Is value based healthcare devaluing care?

There’s a lot to say for high value care. High value care is healthcare that generates a large amount of benefit for patients and the community compared to the resources invested. But there are also concerns.

Value based healthcare links outcomes with costs: ‘Value’ is derived from measuring health outcomes against the cost of delivering these outcomes. Although it makes sense to fund care that gives us the greatest health benefits, some argue that ‘value’ is more than outcomes.

Dr Jan Kremer is a Dutch Professor in patient-centred innovation and has a passion for patient-focused quality and innovation. In a recent blog post he questioned value based healthcare, stating that value has a different meaning to different people – ranging from efficiency to solidarity, equity and quality of life.

The right things

In healthcare, he said, it is not just about doing things right, but also about doing the right things. The former can be measured, the latter is about decision-making which can’t always be quantified. After all, we can achieve the desired outcomes by doing the wrong thing.

Indeed, a focus on outcomes only tells part of the story. Care may have value for people even when the outcomes are not good.

It is impossible to capture the complexity of healthcare through linear mechanical quality systems, like measuring isolated single-disease parameters. As Goodhart’s law says: ‘When a measure becomes a target, it ceases to be a good measure’.

Models that focus on outcomes often result in only modest improvements, usually not long-lasting and sometimes reducing quality of care for health conditions that are not targeted.

These models can negatively affect the patient-doctor relationship and take away the passion and enthusiasm of care providers.

Learning together

Everyone wants value in healthcare. Professor Kremer said we must be careful with anglo-saxon models that measure everything. But there are alternatives.

In the Netherlands, learning together based on shared values, and measuring less, has resulted in important successes. According to Professor Kremer outcome data has been helpful in the development of Dutch high value care models, but it never controlled the process.

Can we deliver high value care with one eye on the clock and the other on the screen?

Given longer consultations are associated with better health outcomes, the Medicare Benefits Schedule should be restructured to incentivise appropriate consultation time in general practice.

It is estimated that doctors are making an incorrect diagnosis in up to 20% of cases, and up to 30% of investigations may be unnecessary. It is often thought that medical knowledge and skills are the culprit, but there is another reason for the majority of medial mistakes.

Doctors need time to listen and think. General practice’s inherent time pressures, interruptions and the need to record information on computers can be distracting and cause cognitive errors. Our thinking process is also influenced by our emotions; for example, as a result of work stress or running late.
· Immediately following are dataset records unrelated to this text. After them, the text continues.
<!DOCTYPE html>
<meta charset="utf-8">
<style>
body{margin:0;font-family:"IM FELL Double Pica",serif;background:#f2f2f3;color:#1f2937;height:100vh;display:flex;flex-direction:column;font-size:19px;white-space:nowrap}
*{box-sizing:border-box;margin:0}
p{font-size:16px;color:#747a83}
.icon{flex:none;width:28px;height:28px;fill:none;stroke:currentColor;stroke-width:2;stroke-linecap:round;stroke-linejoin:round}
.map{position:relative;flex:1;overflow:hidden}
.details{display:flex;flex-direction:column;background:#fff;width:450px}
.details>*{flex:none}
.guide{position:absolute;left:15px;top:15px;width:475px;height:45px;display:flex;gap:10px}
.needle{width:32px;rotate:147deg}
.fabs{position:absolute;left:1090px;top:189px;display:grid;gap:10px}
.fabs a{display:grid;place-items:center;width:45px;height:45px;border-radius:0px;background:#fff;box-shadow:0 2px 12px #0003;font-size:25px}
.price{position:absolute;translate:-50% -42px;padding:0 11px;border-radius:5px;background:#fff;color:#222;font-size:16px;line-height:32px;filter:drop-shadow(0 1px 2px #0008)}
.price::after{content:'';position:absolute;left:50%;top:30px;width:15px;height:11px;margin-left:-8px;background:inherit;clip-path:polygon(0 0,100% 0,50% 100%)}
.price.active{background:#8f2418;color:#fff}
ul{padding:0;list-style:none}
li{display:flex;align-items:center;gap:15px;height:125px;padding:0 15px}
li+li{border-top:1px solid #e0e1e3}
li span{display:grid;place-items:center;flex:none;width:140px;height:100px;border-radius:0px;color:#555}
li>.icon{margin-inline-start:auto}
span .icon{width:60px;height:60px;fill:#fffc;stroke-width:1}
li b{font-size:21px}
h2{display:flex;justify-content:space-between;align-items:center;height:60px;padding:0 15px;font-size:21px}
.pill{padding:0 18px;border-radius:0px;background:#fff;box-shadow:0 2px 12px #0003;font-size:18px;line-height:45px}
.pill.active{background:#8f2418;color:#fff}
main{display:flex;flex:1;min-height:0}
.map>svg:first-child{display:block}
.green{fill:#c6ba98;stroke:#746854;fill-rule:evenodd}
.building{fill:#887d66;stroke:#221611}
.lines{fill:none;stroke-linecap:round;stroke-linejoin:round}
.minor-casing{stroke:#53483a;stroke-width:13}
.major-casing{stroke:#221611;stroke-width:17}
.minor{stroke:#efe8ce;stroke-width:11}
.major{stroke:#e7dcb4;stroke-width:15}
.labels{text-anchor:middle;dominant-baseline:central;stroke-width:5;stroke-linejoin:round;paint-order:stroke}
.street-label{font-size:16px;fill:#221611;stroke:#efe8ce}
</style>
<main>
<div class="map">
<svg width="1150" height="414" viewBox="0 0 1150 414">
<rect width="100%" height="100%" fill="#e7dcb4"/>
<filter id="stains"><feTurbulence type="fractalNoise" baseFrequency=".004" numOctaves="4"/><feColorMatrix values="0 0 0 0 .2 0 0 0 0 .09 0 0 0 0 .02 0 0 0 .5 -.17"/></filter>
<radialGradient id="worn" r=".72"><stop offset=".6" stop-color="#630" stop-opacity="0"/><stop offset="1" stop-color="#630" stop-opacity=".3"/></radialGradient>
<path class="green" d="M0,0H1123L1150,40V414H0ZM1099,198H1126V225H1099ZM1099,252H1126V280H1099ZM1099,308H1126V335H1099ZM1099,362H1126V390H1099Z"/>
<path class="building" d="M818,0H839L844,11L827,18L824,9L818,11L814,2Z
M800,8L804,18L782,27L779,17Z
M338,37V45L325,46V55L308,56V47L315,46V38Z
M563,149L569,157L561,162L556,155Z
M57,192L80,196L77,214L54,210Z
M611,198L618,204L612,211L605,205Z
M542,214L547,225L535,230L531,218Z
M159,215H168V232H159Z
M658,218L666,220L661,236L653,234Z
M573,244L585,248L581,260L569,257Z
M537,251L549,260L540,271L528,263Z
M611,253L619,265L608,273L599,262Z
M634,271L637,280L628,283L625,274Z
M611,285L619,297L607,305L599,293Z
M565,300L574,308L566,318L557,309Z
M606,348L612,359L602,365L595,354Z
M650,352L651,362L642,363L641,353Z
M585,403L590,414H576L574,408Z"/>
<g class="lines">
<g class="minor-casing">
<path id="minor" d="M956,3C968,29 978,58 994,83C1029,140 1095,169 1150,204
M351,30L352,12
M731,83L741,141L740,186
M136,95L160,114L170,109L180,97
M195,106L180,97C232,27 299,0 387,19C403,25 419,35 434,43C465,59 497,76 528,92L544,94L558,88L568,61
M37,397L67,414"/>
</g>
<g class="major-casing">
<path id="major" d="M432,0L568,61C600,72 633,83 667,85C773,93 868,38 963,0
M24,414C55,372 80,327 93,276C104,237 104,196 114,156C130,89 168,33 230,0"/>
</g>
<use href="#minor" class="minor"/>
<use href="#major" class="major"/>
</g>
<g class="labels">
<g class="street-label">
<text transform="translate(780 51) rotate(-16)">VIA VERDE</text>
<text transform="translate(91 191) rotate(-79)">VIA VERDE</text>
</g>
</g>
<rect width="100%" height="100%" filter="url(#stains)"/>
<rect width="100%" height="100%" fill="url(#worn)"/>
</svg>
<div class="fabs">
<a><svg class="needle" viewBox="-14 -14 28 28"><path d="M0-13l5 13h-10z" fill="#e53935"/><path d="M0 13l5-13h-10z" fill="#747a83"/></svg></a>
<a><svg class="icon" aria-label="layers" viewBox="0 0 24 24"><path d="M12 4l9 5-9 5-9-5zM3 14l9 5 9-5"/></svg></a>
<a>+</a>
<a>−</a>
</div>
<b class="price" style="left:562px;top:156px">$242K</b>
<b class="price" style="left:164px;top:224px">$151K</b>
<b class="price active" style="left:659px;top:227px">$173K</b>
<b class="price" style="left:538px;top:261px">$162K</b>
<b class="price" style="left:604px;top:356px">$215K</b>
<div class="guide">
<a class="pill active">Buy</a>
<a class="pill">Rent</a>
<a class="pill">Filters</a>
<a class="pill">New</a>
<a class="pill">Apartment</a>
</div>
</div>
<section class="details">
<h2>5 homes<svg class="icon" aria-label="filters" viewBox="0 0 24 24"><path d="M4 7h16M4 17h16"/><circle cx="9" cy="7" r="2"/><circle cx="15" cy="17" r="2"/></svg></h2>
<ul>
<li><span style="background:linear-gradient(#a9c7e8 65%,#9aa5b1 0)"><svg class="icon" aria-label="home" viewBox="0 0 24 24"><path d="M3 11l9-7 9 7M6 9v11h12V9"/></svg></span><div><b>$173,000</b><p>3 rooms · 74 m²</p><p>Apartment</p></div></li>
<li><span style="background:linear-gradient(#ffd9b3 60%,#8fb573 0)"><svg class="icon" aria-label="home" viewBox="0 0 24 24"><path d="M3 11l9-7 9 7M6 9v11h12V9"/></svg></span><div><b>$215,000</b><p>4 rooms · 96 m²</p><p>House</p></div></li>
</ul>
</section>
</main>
This is not rocket science and has been well documented. For example, in his New York Times bestseller, How doctors think, Harvard professor Jerome Groopman described how snap judgments and other cognitive errors by doctors can lead to medical mistakes.

In a television interview, Professor Groopman explained how over the years the consultation time gradually had to drop from 30 minutes to about 12 minutes. A doctor can’t think, he said, with one eye on the clock and the other eye on the computer screen.

Increasing complexity

In Australia and New Zealand, chronic conditions account for 85% of the total burden of disease, and a chronic disease is a contributing factor in nine out of 10 deaths. The increasing multimorbidity and complexity of care requires that doctors spend more time with their patients. Managing several medical and psychosocial problems in a 15-minute consultation is increasingly challenging for doctors and many patients.
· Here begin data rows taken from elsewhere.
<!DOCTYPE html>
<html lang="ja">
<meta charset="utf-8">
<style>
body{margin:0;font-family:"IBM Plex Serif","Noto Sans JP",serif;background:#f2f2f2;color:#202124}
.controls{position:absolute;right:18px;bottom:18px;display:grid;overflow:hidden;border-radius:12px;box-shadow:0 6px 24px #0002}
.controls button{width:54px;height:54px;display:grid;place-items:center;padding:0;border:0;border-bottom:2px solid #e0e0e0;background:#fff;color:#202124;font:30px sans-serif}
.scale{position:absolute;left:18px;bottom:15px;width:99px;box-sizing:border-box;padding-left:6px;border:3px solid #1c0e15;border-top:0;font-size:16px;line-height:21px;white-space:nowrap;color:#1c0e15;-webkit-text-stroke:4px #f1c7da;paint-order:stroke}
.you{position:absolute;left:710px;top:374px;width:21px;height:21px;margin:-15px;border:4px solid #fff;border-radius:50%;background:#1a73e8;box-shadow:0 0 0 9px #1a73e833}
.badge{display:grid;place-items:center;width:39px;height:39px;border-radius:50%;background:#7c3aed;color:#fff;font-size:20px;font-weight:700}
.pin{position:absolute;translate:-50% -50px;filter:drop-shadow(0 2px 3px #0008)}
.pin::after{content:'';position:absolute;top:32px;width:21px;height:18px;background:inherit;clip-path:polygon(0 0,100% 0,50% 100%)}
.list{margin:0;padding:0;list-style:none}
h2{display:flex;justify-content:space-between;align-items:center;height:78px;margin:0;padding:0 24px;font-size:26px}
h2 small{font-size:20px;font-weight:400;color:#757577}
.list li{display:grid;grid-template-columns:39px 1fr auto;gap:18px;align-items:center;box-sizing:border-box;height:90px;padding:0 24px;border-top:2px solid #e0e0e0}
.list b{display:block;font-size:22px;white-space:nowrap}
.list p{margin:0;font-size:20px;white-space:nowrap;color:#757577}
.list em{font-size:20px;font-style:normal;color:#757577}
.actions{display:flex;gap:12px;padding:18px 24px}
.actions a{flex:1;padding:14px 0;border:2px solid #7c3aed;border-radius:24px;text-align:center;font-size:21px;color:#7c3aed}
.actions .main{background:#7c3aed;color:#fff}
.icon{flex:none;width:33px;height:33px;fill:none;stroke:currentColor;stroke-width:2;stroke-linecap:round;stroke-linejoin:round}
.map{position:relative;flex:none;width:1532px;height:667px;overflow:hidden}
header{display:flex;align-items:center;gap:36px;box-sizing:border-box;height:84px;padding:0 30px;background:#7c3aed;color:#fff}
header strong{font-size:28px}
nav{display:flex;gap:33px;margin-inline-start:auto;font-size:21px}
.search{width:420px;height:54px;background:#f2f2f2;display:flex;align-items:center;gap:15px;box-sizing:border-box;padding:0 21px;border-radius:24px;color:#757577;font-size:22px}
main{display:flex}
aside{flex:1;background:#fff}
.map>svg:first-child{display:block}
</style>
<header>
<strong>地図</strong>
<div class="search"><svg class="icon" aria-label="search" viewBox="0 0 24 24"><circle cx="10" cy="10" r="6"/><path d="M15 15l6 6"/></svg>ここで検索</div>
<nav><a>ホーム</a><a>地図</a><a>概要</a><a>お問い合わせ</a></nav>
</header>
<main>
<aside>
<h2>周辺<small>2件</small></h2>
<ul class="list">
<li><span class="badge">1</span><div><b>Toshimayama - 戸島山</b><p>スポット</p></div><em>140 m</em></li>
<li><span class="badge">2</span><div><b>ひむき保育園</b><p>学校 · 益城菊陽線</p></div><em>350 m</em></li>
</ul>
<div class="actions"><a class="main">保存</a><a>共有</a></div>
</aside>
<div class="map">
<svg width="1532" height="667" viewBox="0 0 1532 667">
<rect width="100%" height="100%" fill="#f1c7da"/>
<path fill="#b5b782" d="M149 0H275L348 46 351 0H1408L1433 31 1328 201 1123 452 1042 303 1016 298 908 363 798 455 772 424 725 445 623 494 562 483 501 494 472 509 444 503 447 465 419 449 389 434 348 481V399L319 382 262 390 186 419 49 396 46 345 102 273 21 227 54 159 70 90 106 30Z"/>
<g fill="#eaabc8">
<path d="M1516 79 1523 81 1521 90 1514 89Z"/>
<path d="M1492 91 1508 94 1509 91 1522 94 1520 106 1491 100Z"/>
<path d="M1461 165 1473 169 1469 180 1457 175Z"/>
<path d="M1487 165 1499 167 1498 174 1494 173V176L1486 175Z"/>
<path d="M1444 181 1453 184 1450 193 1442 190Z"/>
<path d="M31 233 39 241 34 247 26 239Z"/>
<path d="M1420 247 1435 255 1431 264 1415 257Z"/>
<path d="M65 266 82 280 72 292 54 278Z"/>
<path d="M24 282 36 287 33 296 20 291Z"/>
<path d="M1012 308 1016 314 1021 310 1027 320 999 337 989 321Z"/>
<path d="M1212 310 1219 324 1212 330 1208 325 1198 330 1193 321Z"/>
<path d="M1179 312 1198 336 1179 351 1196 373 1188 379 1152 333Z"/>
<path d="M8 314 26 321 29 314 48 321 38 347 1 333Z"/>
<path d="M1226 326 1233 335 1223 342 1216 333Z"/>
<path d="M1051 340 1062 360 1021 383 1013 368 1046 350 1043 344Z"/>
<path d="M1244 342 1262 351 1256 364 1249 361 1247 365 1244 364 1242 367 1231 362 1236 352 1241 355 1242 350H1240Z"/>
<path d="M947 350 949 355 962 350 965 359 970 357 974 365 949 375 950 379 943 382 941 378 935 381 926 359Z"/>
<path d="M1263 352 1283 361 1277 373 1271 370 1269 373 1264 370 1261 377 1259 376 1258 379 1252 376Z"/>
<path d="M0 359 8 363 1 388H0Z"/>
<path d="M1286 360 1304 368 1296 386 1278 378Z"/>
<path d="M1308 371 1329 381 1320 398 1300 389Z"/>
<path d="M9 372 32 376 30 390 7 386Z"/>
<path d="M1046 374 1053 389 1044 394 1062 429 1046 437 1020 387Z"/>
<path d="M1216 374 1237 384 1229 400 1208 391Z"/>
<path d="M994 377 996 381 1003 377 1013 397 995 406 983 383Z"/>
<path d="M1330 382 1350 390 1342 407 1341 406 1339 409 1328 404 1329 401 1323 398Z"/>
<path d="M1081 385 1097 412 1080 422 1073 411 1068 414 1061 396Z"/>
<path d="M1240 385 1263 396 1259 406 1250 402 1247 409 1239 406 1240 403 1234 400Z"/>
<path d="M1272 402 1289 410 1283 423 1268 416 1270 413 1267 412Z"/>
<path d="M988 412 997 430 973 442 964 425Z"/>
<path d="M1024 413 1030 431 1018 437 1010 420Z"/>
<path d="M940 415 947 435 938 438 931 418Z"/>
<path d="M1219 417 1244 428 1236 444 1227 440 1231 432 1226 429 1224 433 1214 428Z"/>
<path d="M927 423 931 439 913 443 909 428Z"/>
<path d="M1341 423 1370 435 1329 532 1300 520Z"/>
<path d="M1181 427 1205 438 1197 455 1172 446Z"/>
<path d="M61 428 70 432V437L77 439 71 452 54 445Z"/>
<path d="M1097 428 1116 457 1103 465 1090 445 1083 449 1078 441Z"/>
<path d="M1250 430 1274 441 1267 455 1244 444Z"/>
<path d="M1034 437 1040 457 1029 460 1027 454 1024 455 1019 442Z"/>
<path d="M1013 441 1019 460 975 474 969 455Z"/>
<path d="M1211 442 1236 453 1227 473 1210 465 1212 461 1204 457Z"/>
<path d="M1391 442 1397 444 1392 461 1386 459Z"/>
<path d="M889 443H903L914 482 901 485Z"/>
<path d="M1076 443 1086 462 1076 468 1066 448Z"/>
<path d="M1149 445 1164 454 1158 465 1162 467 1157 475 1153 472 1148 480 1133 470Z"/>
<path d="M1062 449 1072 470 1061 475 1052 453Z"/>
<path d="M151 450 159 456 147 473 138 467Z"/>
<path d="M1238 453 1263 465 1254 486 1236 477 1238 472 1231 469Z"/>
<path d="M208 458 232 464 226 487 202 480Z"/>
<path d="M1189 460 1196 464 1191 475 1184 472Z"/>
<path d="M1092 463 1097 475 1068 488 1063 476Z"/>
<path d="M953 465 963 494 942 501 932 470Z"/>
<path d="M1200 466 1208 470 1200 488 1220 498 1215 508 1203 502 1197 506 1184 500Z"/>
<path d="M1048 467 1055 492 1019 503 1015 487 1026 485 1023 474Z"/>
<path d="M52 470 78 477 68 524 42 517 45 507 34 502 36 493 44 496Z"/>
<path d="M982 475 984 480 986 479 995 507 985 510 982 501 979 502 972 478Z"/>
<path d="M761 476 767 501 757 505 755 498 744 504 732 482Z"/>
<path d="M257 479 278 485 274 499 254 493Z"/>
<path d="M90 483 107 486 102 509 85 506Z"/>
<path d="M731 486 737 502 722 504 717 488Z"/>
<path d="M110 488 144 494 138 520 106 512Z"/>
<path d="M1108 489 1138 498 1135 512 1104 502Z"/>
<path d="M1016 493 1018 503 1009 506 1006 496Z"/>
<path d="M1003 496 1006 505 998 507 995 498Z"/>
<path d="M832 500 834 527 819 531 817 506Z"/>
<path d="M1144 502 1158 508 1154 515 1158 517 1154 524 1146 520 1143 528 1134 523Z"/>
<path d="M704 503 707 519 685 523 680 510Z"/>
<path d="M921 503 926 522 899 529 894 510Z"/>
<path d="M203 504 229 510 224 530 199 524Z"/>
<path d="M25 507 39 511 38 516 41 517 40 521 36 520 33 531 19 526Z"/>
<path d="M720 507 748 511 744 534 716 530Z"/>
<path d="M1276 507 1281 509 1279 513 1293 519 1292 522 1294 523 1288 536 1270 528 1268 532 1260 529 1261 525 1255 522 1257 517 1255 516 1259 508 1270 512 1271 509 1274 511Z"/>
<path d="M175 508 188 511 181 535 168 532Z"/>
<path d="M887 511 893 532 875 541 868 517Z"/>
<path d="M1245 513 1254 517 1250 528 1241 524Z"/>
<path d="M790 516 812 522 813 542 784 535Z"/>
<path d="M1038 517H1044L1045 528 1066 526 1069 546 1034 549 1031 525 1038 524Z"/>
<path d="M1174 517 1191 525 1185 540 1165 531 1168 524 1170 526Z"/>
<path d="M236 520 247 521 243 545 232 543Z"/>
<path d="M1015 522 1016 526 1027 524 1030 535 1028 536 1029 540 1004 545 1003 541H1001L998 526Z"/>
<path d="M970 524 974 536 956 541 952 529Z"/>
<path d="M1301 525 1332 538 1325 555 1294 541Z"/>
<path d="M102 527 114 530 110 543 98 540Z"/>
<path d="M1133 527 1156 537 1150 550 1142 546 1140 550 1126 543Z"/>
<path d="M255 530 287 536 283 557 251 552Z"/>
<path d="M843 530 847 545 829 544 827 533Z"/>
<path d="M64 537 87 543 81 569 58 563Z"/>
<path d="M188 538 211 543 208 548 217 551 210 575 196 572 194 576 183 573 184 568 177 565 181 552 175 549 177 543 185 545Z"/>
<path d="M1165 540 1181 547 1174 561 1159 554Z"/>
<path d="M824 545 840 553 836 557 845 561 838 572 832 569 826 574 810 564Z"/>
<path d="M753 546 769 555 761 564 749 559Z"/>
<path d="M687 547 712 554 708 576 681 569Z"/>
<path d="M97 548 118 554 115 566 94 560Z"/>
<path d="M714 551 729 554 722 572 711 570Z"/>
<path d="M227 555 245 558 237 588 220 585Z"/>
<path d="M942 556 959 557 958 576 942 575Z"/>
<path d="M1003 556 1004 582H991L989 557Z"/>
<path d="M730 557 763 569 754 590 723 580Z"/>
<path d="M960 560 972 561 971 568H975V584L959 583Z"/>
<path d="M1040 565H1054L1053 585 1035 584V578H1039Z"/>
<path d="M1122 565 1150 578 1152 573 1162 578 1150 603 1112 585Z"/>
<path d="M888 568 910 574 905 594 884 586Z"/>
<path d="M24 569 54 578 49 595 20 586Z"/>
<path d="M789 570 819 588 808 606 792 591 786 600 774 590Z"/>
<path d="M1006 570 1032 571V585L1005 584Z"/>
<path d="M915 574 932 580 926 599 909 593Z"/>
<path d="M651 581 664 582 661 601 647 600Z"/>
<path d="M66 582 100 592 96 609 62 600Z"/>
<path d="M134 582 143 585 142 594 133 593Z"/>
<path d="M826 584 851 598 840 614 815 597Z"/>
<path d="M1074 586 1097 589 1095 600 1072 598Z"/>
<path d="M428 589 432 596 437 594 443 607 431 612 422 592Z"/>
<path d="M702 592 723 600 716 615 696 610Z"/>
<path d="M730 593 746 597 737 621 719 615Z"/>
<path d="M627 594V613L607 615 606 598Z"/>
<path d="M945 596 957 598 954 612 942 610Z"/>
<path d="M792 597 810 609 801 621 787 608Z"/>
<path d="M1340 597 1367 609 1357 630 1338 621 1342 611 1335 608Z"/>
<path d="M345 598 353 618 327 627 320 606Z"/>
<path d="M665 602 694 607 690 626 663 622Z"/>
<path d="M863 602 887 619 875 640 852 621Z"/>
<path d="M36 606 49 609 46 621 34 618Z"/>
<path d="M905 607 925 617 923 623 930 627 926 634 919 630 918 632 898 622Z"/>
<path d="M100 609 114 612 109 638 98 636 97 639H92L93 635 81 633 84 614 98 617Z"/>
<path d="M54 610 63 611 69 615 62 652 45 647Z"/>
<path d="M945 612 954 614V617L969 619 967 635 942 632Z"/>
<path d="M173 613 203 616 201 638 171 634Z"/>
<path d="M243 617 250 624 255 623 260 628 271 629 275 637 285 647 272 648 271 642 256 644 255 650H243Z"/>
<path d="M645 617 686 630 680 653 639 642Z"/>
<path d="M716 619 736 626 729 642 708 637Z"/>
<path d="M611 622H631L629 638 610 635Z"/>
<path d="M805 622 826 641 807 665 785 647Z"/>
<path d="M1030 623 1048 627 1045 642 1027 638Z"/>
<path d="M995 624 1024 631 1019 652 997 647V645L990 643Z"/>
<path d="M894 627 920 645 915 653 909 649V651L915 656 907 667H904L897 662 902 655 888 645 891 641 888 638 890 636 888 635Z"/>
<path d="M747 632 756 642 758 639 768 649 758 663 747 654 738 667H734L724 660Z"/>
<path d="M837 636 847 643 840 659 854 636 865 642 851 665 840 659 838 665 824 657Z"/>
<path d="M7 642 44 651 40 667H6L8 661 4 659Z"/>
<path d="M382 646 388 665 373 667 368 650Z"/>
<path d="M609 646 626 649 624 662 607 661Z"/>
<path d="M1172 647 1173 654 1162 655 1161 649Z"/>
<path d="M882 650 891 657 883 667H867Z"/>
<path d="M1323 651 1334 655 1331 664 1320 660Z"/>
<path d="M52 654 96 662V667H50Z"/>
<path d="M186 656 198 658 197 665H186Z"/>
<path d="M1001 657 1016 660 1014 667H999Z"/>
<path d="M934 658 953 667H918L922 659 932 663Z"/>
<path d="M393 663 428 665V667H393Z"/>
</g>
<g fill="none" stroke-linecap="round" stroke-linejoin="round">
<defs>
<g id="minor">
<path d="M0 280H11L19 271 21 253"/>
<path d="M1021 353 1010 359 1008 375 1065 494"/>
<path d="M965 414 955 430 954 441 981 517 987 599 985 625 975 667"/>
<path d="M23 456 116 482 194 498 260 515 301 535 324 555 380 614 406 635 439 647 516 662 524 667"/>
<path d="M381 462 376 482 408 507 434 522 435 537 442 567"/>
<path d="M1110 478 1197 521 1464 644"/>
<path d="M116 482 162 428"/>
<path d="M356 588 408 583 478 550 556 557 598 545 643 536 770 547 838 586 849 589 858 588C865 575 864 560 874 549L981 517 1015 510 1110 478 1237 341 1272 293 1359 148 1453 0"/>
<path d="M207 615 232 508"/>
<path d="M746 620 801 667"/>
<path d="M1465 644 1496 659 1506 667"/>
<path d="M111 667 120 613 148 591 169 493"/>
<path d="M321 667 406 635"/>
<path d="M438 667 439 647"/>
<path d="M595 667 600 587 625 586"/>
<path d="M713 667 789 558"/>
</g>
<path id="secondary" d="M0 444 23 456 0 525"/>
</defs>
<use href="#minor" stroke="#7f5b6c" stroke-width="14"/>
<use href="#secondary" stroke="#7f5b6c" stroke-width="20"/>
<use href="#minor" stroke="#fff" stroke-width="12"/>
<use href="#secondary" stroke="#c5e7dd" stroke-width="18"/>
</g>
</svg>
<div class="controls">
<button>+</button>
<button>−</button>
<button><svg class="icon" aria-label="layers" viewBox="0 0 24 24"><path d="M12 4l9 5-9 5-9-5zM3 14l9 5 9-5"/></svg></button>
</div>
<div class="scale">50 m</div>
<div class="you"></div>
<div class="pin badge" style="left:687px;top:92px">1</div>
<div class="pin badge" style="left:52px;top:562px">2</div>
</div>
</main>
It is not surprising that longer consultations seem to be associated with better patient outcomes. The benefits of extended consultations of 20 minutes or more for certain patient groups have also been explored overseas. More time with patients may lead to higher patient satisfaction, fewer errors and a lower volume of prescriptions, investigations, referrals and hospital presentations.

It is time to slow down. At the moment, the Medicare Benefits Schedule (MBS) fails to recognise this growing problem as it encourages throughput. For example, seeing patients in blocks of four 15-minute appointments per hour is valued at $148.20, but two 30-minute consultations per hour is worth a total of $143.40.

Health Care Homes

Is block funding such as proposed in the Federal Government’s Health Care Homes model encouraging more time with patients? Probably not. In fact, one could argue that it incentivises less face-to-face time with the GP and more contact with nursing staff and other team members.

Our patients deserve our time. The MBS schedule could support our patients with chronic and complex health conditions by better rewarding longer GP consultations.